Predatory Publishing was coined by librarian, Jeffrey Beall, who refers to PP as a questionable business practice of charging fees to authors to publish their articles without standard editorial and publishing services (in which they claim they provide) established by legitimate scholarly journals.
To simplify, predatory publishers purposefully mislead authors by promising peer-review services that they do not actually provide.
There are many types of behaviors that characterize predatory publishing practices. The following serve only as examples:
This infographic was created by the Canadian Association of Research Libraries.
Predatory publications: "Exploit the author-pays model of open-access publishing (Gold OA) for their own profit.
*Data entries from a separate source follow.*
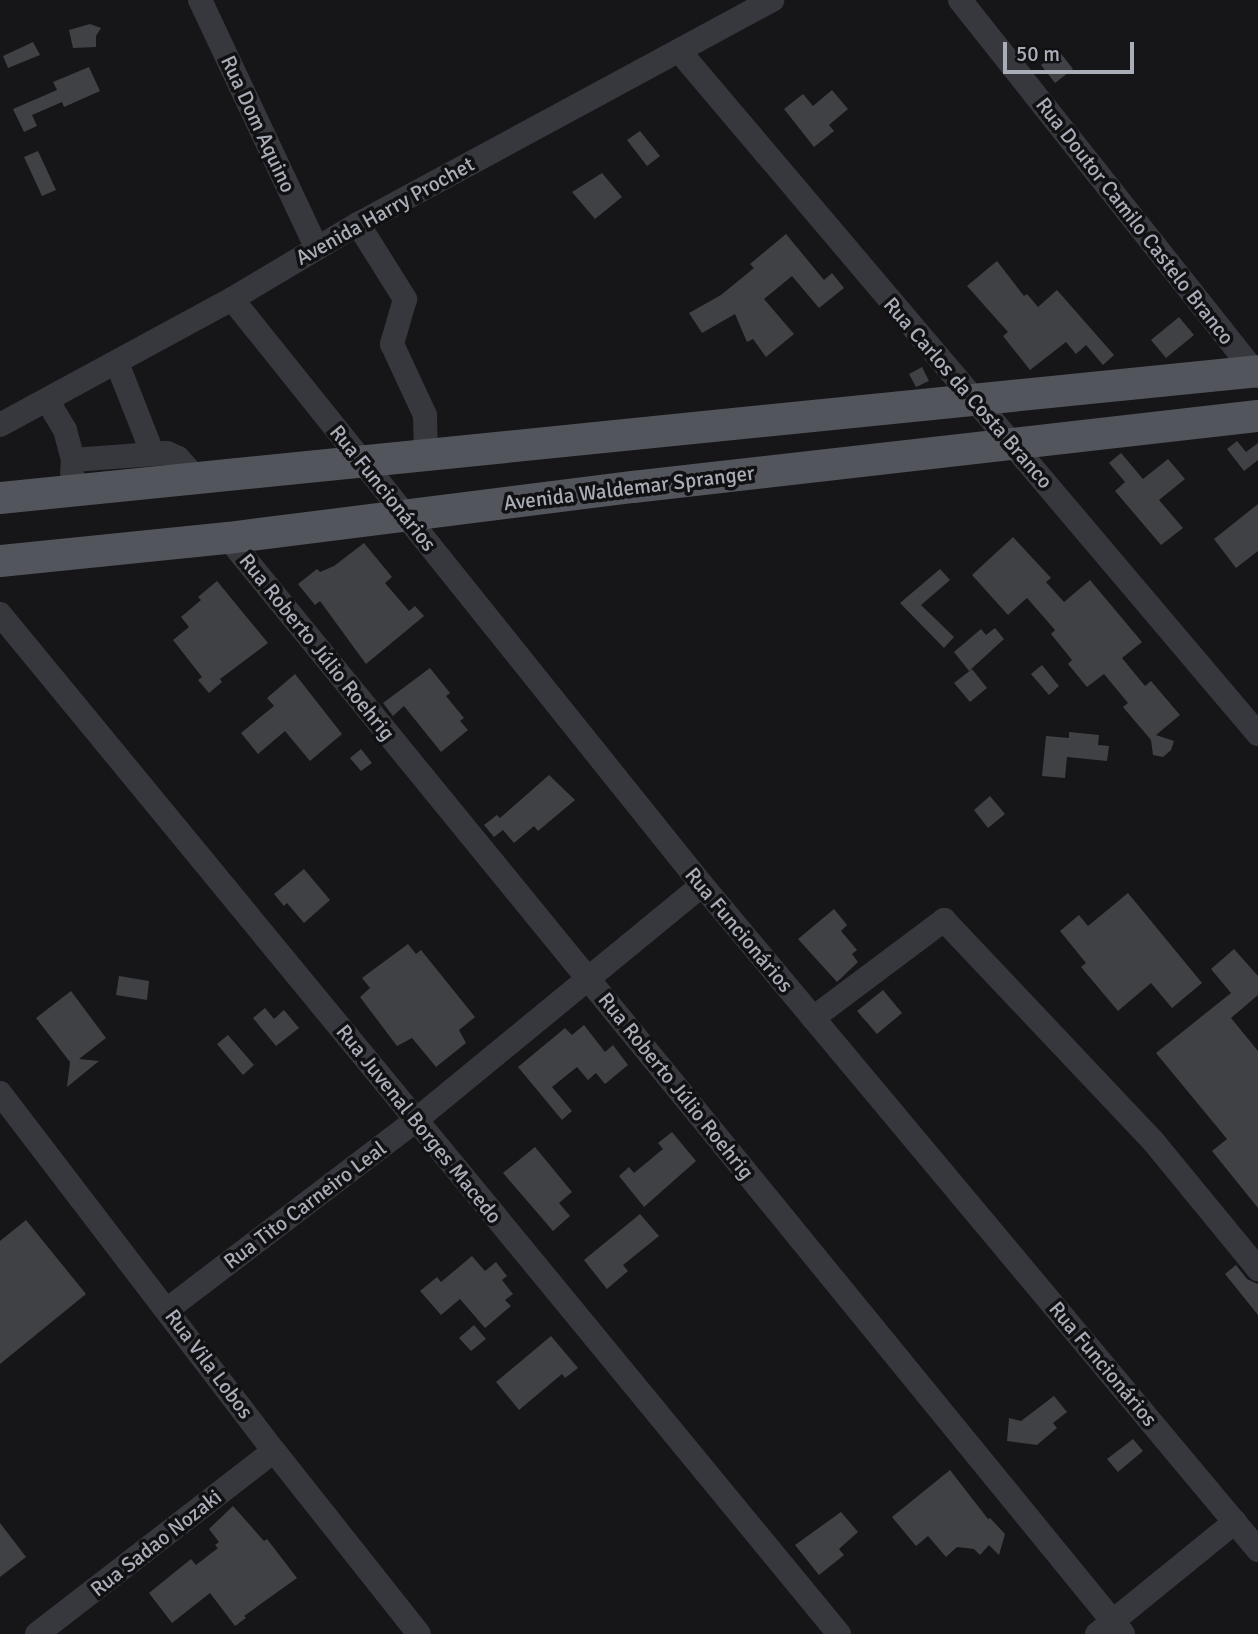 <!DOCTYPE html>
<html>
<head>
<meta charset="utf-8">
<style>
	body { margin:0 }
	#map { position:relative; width:1258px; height:1634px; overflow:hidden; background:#161618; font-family:Signika,sans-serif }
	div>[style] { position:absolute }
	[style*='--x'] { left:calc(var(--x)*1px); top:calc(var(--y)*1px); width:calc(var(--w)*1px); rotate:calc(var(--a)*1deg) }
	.building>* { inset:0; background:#404145 }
	.minor>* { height:24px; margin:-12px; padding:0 12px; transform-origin:12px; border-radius:12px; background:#37383d }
	.major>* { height:32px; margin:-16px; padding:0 16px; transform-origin:16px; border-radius:16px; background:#53555c }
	span { translate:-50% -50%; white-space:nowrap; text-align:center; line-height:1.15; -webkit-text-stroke:7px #111113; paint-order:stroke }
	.street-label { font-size:21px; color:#a8adb8 }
	.scale { position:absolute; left:1003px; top:42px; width:131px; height:32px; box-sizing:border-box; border:4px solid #a8adb8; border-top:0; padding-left:9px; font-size:21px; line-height:24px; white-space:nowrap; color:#a8adb8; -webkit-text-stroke:5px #111113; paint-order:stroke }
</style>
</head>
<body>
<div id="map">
	<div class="building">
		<i style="clip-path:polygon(90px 24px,101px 28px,96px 36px,96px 47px,73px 48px,69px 30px)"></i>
		<i style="clip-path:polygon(33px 42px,40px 55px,8px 68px,3px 56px)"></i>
		<i style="clip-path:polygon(1059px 51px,1073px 69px,1055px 83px,1041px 65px)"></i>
		<i style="clip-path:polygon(89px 67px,100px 91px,64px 107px,62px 102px,32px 115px,37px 126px,24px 132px,13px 109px,57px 90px,53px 82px)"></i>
		<i style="clip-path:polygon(832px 90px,848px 109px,829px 125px,834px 131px,814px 147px,784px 109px,803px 94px,813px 106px)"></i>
		<i style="clip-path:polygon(640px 131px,660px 156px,647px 166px,627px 140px)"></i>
		<i style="clip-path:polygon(38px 151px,56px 190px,42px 196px,24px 157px)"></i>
		<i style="clip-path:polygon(602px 173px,622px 197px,595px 219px,572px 192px)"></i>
		<i style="clip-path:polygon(786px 234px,824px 280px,832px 273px,844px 288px,819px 308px,792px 276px,764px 299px,794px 334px,766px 357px,753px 339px,747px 342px,735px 314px,702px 333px,689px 313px,721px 295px,754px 268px,750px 264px)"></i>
		<i style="clip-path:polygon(997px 261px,1024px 296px,1027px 294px,1038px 307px,1057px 290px,1114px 355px,1103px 365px,1086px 345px,1076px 354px,1066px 342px,1030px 370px,1003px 336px,1008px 332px,967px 286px)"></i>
		<i style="clip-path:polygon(1179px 317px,1194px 335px,1166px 358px,1151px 340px)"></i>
		<i style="clip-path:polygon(922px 367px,929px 381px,916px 387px,909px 374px)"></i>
		<i style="clip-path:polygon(1237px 441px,1246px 452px,1258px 443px,1258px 460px,1244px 471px,1227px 449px)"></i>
		<i style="clip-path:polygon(1121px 453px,1143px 479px,1168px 459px,1185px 479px,1159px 500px,1183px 528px,1161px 545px,1115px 491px,1125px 482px,1109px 463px)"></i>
		<i style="clip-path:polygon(1258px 504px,1258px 551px,1236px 568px,1214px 539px)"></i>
		<i style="clip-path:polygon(1013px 537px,1051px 578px,1046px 582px,1064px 602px,1090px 580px,1142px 642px,1122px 658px,1145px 686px,1151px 681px,1180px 715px,1156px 735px,1174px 741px,1171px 750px,1163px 757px,1153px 755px,1151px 740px,1123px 707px,1128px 703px,1104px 674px,1087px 687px,1068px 664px,1072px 660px,1051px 634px,1055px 630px,1027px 598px,1008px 615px,972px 575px)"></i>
		<i style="clip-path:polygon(364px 543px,392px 577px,385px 583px,409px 611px,415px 606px,424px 616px,366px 664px,320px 601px,315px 605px,298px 584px,317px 569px,320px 572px,334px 566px)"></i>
		<i style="clip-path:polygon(940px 569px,950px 580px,921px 605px,954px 637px,944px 648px,900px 603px)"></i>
		<i style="clip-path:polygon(217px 581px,268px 643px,220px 679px,222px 682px,209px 693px,198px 680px,202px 677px,173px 640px,189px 627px,181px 617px,201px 600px,198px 597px)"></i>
		<i style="clip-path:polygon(995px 628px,1004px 639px,969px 671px,954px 652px,981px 629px,986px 635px)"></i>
		<i style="clip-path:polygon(1042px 665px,1059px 686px,1049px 695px,1031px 674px)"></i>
		<i style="clip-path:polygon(430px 668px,450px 693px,446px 696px,464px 718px,460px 721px,468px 730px,441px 752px,404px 706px,393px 716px,383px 703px)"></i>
		<i style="clip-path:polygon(972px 669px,987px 688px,970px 702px,954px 683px)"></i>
		<i style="clip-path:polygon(295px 674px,342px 734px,310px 761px,285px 731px,258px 754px,241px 733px,274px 706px,267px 698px)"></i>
		<i style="clip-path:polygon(1069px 732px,1099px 735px,1098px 745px,1109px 746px,1107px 761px,1067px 757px,1065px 778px,1042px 776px,1046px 736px,1069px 738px)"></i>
		<i style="clip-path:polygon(361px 749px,372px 763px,361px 771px,350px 758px)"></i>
		<i style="clip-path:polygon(549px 775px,575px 800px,538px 831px,534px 826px,514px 843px,503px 830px,494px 837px,484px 825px,497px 815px,500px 818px)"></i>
		<i style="clip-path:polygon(990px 796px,1005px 814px,988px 828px,974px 810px)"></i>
		<i style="clip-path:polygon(304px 869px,330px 900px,304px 923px,287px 903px,284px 906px,274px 894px)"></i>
		<i style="clip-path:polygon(1128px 893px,1202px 983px,1172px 1008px,1151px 983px,1118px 1011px,1081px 967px,1086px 963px,1060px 931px,1079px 915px,1088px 926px)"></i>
		<i style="clip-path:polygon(834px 909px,847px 925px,841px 931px,857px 950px,852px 954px,858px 962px,837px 982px,798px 939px)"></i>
		<i style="clip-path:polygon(408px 944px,416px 954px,421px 950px,475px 1017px,459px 1030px,466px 1043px,436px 1067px,412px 1038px,397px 1046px,360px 997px,370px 988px,362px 978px)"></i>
		<i style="clip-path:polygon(1234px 949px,1258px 976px,1258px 995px,1231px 1018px,1258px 1051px,1258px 1208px,1212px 1151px,1227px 1139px,1156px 1053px,1231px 993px,1211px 969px)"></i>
		<i style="clip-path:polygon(119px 976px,149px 981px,147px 1000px,116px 995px)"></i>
		<i style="clip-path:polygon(883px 990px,902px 1013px,877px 1034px,857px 1011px)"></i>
		<i style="clip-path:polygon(71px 991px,106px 1038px,79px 1059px,99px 1061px,67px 1087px,70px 1062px,36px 1018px)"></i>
		<i style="clip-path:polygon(265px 1008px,274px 1019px,284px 1010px,299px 1028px,276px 1046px,253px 1018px)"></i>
		<i style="clip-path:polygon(584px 1025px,605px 1052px,613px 1045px,628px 1065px,605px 1084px,596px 1073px,588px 1080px,577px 1067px,552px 1087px,572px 1111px,562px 1120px,518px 1067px,565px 1028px,572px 1035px)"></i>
		<i style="clip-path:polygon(228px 1035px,254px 1065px,243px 1075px,217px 1044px)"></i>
		<i style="clip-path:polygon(672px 1132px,696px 1161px,644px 1207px,619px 1176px,629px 1167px,634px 1173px,663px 1149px,658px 1143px)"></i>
		<i style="clip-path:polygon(535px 1147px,572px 1192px,559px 1203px,570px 1216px,553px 1231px,503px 1173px)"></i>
		<i style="clip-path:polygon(640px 1214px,659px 1236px,623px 1265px,628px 1271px,607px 1289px,584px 1260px)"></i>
		<i style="clip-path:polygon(26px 1220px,86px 1294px,0 1364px,0 1241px)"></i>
		<i style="clip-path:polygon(472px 1256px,485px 1271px,496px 1262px,507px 1276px,502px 1280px,513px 1294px,505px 1300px,511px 1306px,485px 1328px,460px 1299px,441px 1315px,420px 1291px,437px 1277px,441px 1282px)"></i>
		<i style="clip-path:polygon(1236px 1265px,1247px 1279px,1258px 1284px,1258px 1315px,1225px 1274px)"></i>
		<i style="clip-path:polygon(474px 1325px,486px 1339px,471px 1351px,459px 1338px)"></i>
		<i style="clip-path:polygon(551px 1336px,578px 1368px,565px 1378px,562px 1374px,519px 1410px,496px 1382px)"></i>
		<i style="clip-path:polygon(1054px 1396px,1067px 1412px,1053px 1423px,1057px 1428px,1037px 1445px,1007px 1441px,1009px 1418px,1021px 1421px)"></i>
		<i style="clip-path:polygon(1133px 1439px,1143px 1451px,1118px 1472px,1107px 1459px)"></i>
		<i style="clip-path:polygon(950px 1470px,988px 1519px,990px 1518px,1005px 1534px,999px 1555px,989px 1545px,980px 1555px,974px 1549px,957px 1547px,946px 1557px,928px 1536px,916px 1546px,892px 1517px)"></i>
		<i style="clip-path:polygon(233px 1506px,264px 1541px,267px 1539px,297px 1578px,244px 1616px,246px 1618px,235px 1626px,210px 1593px,172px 1623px,149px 1593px,191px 1559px,196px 1565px,218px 1548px,215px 1545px,219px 1542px,209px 1529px)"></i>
		<i style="clip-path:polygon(841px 1512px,858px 1532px,839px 1549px,844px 1555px,819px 1575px,795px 1545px)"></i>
		<i style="clip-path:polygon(0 1523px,26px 1557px,0 1577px)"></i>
	</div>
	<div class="minor">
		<i style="--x:200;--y:0;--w:273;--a:64.8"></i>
		<i style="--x:960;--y:0;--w:480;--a:51.6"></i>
		<i style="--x:680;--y:52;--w:894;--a:49.72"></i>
		<i style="--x:358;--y:224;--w:89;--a:57.9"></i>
		<i style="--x:405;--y:299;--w:47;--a:106.1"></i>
		<i style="--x:392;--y:344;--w:78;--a:65.1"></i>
		<i style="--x:425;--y:415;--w:41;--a:88.6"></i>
		<i style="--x:232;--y:299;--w:751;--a:51.27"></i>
		<i style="--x:702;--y:885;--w:867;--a:50.1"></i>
		<i style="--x:117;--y:363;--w:96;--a:68.5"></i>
		<i style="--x:47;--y:400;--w:35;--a:59"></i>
		<i style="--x:65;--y:430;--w:31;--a:75"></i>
		<i style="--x:73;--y:460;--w:13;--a:94"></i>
		<i style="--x:0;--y:425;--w:264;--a:-28.5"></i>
		<i style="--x:232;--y:299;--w:147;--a:-30.8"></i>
		<i style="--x:358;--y:224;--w:471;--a:-28.4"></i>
		<i style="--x:73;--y:460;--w:94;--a:-4.3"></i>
		<i style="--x:167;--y:453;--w:12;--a:24"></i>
		<i style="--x:178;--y:458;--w:24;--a:48"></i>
		<i style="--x:228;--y:538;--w:1415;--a:50.76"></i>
		<i style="--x:0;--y:614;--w:1321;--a:50.56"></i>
		<i style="--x:813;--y:1018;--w:164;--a:-36.8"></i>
		<i style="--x:944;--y:920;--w:304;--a:46.6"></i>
		<i style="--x:1153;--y:1141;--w:166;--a:50.6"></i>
		<i style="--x:0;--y:1093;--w:451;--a:52.6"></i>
		<i style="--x:274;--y:1451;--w:233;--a:51.6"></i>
		<i style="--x:168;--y:1309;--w:312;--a:-37.3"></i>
		<i style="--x:416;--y:1120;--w:370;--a:-39.4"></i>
		<i style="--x:37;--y:1634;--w:299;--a:-37.7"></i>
		<i style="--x:1097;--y:1634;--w:178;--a:-39.1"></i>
	</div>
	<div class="major">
		<i style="--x:0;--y:498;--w:1264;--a:-5.76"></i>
		<i style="--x:0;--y:561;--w:229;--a:-5.8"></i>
		<i style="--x:228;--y:538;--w:408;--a:-7.2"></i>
		<i style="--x:633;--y:487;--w:629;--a:-6.48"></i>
	</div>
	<div class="street-label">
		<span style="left:258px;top:124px;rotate:65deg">Rua Dom Aquino</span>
		<span style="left:385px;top:211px;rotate:-29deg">Avenida Harry Prochet</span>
		<span style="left:1135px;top:221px;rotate:52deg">Rua Doutor Camilo Castelo Branco</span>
		<span style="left:968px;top:393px;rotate:49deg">Rua Carlos da Costa Branco</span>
		<span style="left:383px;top:488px;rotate:51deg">Rua Funcionários</span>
		<span style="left:629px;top:488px;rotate:-7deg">Avenida Waldemar Spranger</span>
		<span style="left:317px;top:647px;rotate:51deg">Rua Roberto Júlio Roehrig</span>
		<span style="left:739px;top:930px;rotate:50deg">Rua Funcionários</span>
		<span style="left:676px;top:1086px;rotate:51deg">Rua Roberto Júlio Roehrig</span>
		<span style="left:419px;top:1124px;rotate:51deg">Rua Juvenal Borges Macedo</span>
		<span style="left:305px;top:1205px;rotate:-37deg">Rua Tito Carneiro Leal</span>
		<span style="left:209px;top:1364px;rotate:53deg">Rua Vila Lobos</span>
		<span style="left:1103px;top:1364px;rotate:50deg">Rua Funcionários</span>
		<span style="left:156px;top:1543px;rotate:-38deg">Rua Sadao Nozaki</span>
	</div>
	<div class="scale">50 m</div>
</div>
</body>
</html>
With a false-front or non-existent peer review process, whether subscription-based or ethically-sound open access, these predatory publishers add little value to scholarship, pay little attention to digital preservation, and operate using fly-by-night, unsustainable business models." (Jeffrey Beale)
Hijacked journals: “A legitimate academic journal for which a bogus website has been created by a malicious third party for the purpose of fraudulently offering academics the opportunity to rapidly publish their research online for a fee.” (Butler, 2013a)
Sub-quality: Often mistaken for predatory publishers, they are not purposefully trying to deceive authors; however they can carry characteristics like grammar errors or lacks peer-review/solid publishing model.